GW13 is unusual in that it gives us lineups for eight teams, including both key double teams.
Because Midfield Dynamos is a chip that relies on:
Minutes
Starts
High floors and high ceilings
…GW13 becomes the natural slot.
If all start, the strongest one-week midfield five is:
McGrath (Hibs)
Boyle (Hibs)
Mulligan (Hibs)
Maswanhise (Motherwell)
Just (Motherwell)
Three Hibs and two Motherwell - exactly the teams doubling.
This is the combination that offers genuine explosive upside but beware, it is suboptimal as you’ll likely need to remove Hearts and Celtic midfielders forcing managers into awkward long-term commitments. We won’t want triple Hibs from GW14 so having three of the above five plus a Celtic and/or a Rangers midfielder (who both have a decent fixture) is still worth playing it for me.
→ Conclusion: GW13 = Midfield Dynamos for the majority of teams.
There is an argument to flip this and play triple triple in GW13 and midfield dynamos in GW21. This does rely on Rangers midfielders emerging and being in your team by GW21 and you being confident in: their ability to deliver and your home advantage set up the week after.
Blank gameweeks and squad navigation
Blanks matter less during this window than the doubles and boosts, but they will influence transfer timing.
GW15: Hibs and Livingston blank
This is the one you must actively plan around.

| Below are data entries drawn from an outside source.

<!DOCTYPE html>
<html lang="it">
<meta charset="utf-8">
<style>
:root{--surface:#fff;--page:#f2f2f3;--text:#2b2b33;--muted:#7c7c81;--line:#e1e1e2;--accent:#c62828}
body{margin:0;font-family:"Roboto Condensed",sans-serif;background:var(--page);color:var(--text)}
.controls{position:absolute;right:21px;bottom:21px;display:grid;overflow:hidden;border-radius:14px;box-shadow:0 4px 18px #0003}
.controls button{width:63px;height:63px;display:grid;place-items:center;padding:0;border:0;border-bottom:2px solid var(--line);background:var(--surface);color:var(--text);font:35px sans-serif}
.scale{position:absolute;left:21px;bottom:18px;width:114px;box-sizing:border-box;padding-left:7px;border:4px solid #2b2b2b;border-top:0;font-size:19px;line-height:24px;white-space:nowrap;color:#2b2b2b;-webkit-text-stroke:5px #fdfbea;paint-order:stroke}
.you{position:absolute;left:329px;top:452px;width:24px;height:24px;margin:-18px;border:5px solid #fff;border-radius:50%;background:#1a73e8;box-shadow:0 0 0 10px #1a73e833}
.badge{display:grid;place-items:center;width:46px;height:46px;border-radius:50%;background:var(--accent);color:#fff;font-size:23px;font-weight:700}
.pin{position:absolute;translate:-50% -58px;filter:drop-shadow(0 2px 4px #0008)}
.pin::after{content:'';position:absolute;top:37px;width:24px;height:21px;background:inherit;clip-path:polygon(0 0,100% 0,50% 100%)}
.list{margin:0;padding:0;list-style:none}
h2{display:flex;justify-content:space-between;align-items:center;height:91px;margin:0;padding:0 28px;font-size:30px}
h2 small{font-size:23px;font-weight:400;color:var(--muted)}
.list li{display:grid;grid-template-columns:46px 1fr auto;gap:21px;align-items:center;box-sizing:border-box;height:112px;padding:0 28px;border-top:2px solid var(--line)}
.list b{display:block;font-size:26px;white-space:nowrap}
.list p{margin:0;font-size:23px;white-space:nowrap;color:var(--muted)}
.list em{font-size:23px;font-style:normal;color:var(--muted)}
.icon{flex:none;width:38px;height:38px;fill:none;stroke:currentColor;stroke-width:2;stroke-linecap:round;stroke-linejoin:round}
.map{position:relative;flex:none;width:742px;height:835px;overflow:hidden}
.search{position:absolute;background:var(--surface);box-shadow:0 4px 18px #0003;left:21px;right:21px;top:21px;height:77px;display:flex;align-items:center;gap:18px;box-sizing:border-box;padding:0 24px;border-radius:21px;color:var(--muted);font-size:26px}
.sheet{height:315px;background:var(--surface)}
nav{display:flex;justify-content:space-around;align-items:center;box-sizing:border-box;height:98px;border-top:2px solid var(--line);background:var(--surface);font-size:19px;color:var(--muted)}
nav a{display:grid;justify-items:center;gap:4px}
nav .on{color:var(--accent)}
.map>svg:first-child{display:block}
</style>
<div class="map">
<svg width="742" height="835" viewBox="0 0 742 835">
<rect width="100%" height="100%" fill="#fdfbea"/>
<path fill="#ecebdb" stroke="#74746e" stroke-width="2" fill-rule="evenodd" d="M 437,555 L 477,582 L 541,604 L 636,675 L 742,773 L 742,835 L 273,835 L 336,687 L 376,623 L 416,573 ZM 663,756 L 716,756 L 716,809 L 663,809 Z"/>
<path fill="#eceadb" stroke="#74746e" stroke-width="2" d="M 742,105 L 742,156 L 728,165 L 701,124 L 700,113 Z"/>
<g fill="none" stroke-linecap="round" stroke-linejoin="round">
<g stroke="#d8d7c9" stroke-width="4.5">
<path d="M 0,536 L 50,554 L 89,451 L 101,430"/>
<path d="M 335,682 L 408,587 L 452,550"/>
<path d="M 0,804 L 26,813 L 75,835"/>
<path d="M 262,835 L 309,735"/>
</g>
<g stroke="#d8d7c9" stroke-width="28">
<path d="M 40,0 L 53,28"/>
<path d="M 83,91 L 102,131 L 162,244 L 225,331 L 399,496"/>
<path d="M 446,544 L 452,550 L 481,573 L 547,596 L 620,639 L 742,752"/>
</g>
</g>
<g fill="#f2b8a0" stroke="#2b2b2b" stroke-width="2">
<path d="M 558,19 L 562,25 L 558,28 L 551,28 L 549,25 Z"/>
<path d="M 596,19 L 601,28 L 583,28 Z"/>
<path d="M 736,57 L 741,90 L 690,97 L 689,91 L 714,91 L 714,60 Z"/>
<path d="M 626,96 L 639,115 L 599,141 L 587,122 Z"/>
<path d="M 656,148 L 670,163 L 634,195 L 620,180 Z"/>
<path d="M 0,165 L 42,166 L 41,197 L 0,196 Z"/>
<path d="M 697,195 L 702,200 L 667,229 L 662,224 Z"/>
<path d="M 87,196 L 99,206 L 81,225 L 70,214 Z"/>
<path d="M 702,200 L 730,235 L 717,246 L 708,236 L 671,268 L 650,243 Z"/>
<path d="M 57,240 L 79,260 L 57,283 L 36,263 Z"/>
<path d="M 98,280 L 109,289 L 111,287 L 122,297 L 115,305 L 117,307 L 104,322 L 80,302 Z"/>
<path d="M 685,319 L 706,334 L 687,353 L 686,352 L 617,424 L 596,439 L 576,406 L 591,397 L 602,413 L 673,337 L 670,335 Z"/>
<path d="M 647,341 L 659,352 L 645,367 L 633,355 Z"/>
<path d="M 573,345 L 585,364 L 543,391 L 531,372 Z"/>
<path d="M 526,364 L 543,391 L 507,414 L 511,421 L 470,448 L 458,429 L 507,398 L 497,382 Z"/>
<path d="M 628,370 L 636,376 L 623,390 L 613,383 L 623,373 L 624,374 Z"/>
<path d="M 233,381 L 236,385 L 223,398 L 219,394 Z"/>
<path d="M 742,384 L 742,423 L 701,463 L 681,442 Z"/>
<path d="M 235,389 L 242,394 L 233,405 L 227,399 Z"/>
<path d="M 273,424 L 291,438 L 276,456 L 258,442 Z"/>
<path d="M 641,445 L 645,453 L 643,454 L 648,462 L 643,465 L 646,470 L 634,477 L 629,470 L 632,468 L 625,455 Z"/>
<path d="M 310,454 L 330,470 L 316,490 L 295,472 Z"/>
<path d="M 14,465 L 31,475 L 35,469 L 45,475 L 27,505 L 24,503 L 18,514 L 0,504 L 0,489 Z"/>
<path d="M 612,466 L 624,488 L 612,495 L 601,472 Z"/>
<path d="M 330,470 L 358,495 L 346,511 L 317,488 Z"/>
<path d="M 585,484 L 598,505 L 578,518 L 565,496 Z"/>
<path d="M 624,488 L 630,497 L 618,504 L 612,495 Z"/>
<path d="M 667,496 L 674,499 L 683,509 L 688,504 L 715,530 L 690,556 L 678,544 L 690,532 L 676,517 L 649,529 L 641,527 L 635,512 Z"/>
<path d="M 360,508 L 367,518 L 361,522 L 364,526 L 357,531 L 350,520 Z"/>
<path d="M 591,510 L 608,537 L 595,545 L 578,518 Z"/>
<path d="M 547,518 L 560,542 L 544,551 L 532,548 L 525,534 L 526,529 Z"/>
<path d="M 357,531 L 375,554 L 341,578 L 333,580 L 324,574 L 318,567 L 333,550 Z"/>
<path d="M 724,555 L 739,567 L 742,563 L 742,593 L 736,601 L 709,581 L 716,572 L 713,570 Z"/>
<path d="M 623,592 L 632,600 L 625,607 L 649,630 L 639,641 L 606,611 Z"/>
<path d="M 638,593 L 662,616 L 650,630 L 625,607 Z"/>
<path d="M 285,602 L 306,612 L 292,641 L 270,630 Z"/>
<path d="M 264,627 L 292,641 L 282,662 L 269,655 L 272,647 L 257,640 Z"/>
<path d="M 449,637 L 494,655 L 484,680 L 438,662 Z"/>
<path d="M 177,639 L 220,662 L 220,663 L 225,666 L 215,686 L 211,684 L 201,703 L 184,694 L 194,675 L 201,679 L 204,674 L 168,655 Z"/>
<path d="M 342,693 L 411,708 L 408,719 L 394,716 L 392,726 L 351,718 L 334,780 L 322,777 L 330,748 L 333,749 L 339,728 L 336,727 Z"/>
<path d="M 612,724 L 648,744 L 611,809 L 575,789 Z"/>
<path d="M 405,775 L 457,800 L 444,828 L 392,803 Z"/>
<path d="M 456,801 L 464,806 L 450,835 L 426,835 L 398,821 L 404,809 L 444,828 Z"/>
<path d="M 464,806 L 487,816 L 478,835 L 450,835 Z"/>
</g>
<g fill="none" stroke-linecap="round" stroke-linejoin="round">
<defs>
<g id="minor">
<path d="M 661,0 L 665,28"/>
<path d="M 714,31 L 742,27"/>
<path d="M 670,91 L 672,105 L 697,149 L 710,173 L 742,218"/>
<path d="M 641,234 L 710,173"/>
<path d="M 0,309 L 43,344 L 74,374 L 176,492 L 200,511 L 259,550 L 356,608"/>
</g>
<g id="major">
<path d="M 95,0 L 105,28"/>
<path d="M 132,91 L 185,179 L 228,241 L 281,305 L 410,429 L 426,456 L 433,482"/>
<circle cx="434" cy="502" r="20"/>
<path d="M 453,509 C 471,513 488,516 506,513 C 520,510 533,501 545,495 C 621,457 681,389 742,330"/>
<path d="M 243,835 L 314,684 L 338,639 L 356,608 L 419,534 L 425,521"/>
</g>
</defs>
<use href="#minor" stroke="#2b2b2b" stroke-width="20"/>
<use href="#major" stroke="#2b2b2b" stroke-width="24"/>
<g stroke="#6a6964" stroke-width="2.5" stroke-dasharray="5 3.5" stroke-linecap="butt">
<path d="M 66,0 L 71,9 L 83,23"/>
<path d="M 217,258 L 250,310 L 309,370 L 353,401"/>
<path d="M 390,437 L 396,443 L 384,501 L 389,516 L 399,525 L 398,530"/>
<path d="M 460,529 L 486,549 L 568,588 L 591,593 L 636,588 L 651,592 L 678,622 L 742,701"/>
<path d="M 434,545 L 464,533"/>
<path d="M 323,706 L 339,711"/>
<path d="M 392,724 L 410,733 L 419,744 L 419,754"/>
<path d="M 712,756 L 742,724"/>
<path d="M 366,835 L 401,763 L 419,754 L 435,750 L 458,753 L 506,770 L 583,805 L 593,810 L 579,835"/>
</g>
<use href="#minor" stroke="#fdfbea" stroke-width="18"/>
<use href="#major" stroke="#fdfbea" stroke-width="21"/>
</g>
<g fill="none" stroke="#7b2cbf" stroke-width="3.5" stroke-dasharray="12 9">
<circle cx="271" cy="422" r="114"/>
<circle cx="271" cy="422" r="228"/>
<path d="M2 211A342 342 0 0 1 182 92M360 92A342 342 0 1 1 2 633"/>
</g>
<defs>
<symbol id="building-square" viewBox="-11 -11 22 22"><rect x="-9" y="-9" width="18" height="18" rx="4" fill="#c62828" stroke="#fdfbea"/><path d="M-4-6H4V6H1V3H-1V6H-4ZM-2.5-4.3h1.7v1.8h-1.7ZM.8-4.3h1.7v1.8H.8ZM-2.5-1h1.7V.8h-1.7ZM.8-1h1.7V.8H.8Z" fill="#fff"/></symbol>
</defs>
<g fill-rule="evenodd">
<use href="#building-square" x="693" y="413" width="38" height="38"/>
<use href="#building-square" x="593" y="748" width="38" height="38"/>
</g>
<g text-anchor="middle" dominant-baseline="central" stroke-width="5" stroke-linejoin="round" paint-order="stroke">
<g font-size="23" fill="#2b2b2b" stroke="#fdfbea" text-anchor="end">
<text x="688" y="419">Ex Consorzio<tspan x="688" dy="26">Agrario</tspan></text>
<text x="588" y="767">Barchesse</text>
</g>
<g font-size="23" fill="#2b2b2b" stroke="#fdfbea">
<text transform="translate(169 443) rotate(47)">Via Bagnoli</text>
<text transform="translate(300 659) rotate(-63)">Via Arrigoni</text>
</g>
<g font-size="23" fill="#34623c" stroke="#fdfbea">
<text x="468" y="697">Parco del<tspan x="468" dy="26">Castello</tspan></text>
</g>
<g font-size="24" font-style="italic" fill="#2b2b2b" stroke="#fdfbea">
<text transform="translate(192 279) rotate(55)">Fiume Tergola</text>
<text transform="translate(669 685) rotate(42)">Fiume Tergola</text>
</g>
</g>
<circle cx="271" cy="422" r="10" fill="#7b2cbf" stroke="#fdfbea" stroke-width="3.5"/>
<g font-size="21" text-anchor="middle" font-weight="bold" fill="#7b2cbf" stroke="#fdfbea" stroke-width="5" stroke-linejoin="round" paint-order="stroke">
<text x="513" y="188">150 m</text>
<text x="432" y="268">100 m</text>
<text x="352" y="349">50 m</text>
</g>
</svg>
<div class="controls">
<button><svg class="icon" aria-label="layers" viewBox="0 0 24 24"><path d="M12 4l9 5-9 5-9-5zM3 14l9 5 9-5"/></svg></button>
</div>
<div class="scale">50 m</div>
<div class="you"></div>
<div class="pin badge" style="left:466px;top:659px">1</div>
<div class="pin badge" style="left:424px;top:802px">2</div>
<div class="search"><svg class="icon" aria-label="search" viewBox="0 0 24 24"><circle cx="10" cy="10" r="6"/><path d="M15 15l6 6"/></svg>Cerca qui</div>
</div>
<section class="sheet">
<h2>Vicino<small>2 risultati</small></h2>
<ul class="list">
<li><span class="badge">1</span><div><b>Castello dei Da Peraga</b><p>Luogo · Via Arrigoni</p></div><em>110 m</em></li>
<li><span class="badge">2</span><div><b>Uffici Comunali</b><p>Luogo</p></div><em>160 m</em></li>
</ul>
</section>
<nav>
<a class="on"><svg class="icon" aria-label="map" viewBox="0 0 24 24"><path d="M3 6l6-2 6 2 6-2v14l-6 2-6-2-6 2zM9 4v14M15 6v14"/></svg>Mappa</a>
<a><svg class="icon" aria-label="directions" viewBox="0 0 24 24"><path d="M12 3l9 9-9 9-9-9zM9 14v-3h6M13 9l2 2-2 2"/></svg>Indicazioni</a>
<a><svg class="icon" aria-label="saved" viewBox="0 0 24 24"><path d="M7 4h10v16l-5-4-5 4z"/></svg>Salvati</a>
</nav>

If you triple up on Hibs for GW13, you almost certainly need to roll back to a double-up or less straight afterwards.
GW17: St Mirren blank
This is convenient because it naturally delays the “buy-in” point for St Mirren to GW18, which perfectly aligns with their good fixture followed by back-to-back doubles.
GW20: Hearts and Falkirk blank
Simple to navigate: just bench your three Hearts players.
The fixture ticker does the heavy lifting here - but the key takeaway is that the blanks are all manageable with basic planning and bench depth.
Transfer planning across the boost window
Boosts optimise your scores, but transfers build the platform for those boosts to work.
Key principles
Gradually pivot Motherwell → St Mirren between GW18–21
Hold Celtic and Hearts throughout and make sure to have solid triple ups come GW22
Avoid investing in Aberdeen or Dundee United long-term
Treat Hibs as short-term rentals for GW13, have a plan to move off them
Rangers are a good investment from GW13
Ensure you have good cover when benching for blanks
Target transfers to maximise the boost you are playing and doubles, but don’t forget high-upside good single gameweeks too!
This is a period where forward planning beats short-term chasing.
Many managers will overload on the wrong doubles at the wrong time - particularly GW13 and GW21 - and be forced into multiple hits before GW22.
Your aim is to be smoothly prepared without panic transfers.
International break and GW13 lineup notes
The international break is a major factor because many key double gameweek players have:
Long-haul flights
Intense minutes
Minor injury risks
Quick turnarounds (Boyle, Maeda, etc.)
Managers should always:
Wait for pressers
Check travel/minute data
Delay transfers until GW13 lineups are revealed
Avoid activating boosts early
Because we get lineups for eight teams in GW13, there is absolutely no need to rush your decision.
Use the information.
Maximise certainty.
Then hit the boost button.
Conclusion: the blueprint for the entire window
If you follow only one thing from this article, let it be this:
GW13 Midfield Dynamos → GW21 Triple-Triple → GW22 Home Advantage
This sequence aligns the doubles, blanks, fixture swings and squad structure better than any other combo but it is still team dependent.
Layer in:
Celtic and Hearts as long-term holds
Motherwell until GW18
St Mirren from GW18–24
Short bursts of Rangers when fixtures peak
Minimal Aberdeen/Dundee United exposure
…and you have a blueprint capable of delivering hundreds of points over the next 12 weeks.
This is where the season is won. Use the fixture ticker. Stay flexible. And play the window better than everyone else.